OOo Off the Wall: Combining Documents with OOo

 in
Before you ask for a Reveal Codes feature like the one in WordPerfect, try learning how to use the tools offered in Writer.

A couple of weeks ago, the OpenOffice.org User's List featured another round of explaining to a former WordPerfect user why OpenOffice.org Writer didn't have a Reveal Codes feature that showed the raw encoding of the document for troubleshooting. This time, the thread was started by a poster who insisted that he needed the feature when he had to merge several documents into one. The discussion made me realize that, although I tend to talk about features in this column, sometimes work flow is more important. Often, the problem isn't the tools, it's how you use them. After lurking for most of the thread, I ended it with a suggestion about how to use the tools in OOo to combine documents much more efficiently than you could hope to do with Reveal Codes. What follows is an expanded version of my suggestion that reinforces, yet again, the advantages of using styles in many situations.

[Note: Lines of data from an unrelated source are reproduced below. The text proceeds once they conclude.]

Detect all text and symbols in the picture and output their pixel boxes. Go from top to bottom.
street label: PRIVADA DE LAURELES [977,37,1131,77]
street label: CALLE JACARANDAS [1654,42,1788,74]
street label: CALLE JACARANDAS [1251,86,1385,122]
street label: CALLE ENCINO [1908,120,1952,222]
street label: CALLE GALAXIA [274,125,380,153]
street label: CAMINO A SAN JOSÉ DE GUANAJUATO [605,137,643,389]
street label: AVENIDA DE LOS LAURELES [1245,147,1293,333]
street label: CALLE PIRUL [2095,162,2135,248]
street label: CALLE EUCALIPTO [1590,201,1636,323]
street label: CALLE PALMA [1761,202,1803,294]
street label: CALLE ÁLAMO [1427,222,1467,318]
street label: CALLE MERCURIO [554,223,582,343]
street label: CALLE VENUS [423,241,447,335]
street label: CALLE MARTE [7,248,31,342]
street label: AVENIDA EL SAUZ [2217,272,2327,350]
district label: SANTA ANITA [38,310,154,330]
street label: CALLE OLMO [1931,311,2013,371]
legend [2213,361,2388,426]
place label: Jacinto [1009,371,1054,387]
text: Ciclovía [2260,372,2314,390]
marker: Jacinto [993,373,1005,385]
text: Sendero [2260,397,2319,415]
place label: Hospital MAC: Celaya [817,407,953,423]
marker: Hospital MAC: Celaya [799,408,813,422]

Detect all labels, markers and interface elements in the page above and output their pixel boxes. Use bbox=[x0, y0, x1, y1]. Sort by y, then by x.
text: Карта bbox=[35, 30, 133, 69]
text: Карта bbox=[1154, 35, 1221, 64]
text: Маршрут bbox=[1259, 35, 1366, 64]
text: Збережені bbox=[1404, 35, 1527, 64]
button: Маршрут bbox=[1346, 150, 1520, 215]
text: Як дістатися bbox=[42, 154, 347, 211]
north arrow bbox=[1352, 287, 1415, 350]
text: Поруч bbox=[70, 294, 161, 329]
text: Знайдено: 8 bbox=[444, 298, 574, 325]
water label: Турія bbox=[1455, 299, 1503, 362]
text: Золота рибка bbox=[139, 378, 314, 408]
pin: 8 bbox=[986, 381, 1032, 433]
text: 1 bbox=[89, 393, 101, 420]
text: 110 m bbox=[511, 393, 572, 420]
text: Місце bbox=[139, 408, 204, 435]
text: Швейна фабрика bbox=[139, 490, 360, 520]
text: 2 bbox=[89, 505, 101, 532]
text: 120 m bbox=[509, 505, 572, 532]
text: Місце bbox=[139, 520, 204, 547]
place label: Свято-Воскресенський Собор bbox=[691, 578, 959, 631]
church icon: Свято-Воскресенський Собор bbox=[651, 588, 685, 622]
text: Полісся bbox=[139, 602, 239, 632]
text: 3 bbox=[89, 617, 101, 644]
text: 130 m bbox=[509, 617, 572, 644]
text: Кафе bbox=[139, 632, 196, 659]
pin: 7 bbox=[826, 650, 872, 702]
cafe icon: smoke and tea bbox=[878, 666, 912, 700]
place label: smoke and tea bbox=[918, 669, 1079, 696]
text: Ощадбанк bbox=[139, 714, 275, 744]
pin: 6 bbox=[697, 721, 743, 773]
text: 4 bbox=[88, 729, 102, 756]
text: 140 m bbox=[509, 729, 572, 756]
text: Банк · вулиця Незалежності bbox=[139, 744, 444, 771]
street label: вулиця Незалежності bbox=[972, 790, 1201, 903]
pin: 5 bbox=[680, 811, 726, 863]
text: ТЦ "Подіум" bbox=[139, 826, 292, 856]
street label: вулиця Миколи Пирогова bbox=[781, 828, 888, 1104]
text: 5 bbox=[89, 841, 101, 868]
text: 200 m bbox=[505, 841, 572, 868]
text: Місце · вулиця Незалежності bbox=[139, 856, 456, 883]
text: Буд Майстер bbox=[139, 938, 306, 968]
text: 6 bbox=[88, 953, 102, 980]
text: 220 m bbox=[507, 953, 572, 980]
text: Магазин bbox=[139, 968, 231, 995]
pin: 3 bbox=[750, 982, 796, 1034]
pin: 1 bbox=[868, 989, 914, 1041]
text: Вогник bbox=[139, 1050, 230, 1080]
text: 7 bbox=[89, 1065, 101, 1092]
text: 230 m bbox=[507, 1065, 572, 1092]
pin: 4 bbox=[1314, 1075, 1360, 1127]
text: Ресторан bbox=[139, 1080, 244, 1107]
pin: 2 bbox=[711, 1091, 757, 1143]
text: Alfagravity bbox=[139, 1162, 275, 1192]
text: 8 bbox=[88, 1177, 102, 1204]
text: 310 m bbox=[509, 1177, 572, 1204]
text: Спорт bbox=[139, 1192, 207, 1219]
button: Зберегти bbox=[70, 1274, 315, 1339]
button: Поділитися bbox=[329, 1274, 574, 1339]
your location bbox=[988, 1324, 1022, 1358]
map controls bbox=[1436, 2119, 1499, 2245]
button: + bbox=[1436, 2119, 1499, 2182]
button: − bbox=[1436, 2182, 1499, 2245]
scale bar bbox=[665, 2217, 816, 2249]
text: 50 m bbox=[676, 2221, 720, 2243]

WordPerfect veterans raise the idea of a Reveal Codes feature for Writer every couple of months. In response, a macro that gives the appearance of Reveal Codes without the functionality has been written. However, the feature isn't likely to appear in any upcoming version of Writer. For one thing, while WordPerfect is a code-based word processor, in which every piece of formatting is embedded in a manner not too different from HTML tags, Writer is a frame-based one processor. That means the characteristics for a selection of text are defined separately from the text itself. As a result, no direct equivalent of Reveal Codes is possible.

Another reason why Writer won't have a Reveal Codes feature is Writer is style-oriented, while Reveal Codes works best when users rely on manual overrides. If you use styles religiously, you don't have the problem of tracking down stray bits of formatting, because Writer doesn't allow you to apply more than one character or paragraph style to a selection. Instead, all you need to do is open the style dialog to see how the selection is defined. For cases in which you need to see more than what is on the screen, View -> Non-Printing Characters generally is enough. Otherwise, if you want more, you're probably better off using TeX than a graphical word processor. For most purposes, Writer already has all the tools it needs for troubleshooting formatting.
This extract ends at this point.